Elle est effectivement la mieux placée pour apprécier à leur juste valeur les compétences et capacités de son ministre de mari.

Il a suffi d’un seul envoi pour que le WhatsApp s’embrase. L’affaire est si sérieuse que nos amis et néanmoins confrères du Siteinfo ont contacté Mme l’épouse du ministre pour éviter les problèmes, des fois que l’information serait une fake news.  

Non, Mme l’épouse du ministre a confirmé, arguant qu’elle se servait de son statut matrimonial à des fins diplomatiques, à des moments où, à des réceptions d’ambassade, entre autres, elle devrait servir de force d’appoint à sa dure et chère moitié.

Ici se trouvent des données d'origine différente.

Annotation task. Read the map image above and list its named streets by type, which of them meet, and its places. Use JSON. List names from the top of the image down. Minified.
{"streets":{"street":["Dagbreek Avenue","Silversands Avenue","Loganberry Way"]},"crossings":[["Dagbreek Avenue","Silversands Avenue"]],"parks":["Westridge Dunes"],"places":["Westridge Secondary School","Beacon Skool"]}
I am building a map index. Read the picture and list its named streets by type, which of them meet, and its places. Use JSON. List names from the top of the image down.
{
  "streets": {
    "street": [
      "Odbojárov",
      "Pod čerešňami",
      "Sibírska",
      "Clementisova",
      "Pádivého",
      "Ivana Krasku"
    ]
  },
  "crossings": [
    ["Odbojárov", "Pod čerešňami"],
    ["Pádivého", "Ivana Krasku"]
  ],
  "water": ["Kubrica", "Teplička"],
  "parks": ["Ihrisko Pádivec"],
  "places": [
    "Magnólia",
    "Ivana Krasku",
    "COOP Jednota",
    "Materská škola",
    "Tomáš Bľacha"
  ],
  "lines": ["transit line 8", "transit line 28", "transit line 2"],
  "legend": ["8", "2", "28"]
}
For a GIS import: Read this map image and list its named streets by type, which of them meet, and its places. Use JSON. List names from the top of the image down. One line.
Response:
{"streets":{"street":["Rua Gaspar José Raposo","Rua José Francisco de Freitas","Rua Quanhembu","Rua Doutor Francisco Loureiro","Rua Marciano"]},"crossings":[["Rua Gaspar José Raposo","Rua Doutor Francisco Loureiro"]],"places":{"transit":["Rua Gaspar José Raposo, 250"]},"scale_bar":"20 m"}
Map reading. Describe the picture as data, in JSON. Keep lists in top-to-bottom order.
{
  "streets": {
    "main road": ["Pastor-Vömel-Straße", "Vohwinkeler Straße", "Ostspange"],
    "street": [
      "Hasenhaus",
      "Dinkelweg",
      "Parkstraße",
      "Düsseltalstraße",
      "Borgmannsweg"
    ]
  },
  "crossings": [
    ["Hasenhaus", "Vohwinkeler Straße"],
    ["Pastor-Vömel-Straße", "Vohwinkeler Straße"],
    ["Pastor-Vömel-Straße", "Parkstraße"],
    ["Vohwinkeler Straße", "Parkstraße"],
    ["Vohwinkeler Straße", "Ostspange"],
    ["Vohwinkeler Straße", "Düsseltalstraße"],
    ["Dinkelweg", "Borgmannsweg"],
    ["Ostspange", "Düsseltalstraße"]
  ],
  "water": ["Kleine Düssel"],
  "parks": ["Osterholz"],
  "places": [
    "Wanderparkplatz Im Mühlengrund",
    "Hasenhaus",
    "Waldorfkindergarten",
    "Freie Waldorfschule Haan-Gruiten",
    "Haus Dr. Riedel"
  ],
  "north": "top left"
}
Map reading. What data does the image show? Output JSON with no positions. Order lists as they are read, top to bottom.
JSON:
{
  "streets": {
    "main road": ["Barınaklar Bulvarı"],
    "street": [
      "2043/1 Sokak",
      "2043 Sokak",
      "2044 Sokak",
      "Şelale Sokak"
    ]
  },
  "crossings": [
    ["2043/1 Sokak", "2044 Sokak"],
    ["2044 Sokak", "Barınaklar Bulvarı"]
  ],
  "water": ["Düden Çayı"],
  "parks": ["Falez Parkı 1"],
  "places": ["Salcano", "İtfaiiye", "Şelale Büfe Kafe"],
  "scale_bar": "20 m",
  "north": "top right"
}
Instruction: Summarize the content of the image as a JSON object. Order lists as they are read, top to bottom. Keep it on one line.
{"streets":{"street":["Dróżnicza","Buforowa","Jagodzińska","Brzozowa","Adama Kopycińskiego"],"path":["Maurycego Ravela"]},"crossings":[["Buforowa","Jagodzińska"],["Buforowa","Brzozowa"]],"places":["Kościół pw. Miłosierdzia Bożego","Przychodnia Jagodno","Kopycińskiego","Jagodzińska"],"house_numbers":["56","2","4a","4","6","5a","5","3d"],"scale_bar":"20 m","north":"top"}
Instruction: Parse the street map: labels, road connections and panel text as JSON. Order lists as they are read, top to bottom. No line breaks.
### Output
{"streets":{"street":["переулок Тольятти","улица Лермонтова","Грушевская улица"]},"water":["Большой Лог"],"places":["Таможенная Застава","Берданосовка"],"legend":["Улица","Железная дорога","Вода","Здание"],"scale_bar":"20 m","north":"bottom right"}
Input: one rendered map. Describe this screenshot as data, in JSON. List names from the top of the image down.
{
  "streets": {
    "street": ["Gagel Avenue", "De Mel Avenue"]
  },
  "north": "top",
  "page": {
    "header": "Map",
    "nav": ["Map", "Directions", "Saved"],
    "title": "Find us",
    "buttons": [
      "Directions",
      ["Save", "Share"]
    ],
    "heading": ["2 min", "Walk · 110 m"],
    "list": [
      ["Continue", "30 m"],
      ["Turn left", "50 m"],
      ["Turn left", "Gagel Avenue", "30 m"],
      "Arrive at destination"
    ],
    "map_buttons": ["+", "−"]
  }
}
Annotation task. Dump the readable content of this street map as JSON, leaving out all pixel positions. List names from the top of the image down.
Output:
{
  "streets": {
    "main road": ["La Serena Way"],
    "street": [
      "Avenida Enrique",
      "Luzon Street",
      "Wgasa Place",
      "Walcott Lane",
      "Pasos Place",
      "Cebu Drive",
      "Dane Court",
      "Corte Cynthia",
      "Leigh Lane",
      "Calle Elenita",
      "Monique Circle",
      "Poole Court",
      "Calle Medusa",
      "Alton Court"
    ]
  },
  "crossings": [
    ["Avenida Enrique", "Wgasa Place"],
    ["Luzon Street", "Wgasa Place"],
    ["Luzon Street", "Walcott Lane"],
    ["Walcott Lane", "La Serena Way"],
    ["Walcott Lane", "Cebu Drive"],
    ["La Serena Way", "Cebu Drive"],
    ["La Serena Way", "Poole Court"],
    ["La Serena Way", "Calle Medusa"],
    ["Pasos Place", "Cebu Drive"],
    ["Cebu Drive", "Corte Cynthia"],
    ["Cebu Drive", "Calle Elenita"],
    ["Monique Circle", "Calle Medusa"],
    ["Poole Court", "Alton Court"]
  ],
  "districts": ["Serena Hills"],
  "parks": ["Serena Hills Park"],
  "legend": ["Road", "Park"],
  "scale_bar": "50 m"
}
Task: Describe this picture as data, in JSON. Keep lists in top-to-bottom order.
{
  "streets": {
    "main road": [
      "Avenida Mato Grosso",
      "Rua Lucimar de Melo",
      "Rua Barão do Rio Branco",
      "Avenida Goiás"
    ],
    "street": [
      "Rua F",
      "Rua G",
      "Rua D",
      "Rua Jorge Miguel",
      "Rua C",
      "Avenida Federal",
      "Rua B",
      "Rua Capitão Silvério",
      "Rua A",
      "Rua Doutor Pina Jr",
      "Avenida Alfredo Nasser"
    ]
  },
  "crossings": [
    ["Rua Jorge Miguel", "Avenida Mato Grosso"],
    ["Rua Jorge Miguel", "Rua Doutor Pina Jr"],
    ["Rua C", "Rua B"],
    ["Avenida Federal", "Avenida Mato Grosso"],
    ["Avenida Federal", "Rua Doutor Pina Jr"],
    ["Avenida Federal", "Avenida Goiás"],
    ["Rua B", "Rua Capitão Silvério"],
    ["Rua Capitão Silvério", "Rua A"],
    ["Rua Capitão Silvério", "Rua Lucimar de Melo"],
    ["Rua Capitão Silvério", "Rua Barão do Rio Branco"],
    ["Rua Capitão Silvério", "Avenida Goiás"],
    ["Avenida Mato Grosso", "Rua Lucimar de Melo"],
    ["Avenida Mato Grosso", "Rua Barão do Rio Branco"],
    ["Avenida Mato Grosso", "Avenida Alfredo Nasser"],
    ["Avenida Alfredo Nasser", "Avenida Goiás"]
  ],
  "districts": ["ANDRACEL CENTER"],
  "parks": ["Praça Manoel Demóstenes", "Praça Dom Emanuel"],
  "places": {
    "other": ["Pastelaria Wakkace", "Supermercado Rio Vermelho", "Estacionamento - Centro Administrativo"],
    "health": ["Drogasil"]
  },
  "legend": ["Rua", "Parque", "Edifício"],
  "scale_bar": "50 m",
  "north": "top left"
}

C’est de là sans doute qu’est venu le fameux adage : derrière chaque grand homme il y a une femme. Et sans son épouse, qui pourrait dire ce que serait l’islamiste Mustapha Khalfi ? Un pauvre célibataire auquel la foi interdit toute relation sexuelle en dehors de l’institution du mariage. Un aspect aguichant de l’affaire sur lequel je pourrais longtemps broder, mais je préfère m’abstinencer. 

Mais si de ce « faire prévaloir » on a mijoté toute une harira, c’est parce que quelque part, par mépris, on veut laisser entendre que l’épouse du ministre est une plouc envendrediée. Je me demande pourquoi ?

Il y a bien pas mal, par exemple, de médecins femmes des plus raffinées qui inscrivent sur leurs plaques : Docteur celle-ci et cela épouse celui-ci. Ça ne fait jaser personne.

De toute façon, dans la vie normale, une femme de ministre trouvera toujours le moyen de vous le faire savoir. Linguistiquement parlant, Mme la pharmacienne est l’épouse du pharmacien, Mme l’ambassadrice est celle de l’ambassadeur et Mme la colonelle  la douce moitié d’un officier supérieur qui aspire à devenir général avant qu’il soit rattrapé par la retraite. La ministresse devrait aller de soi.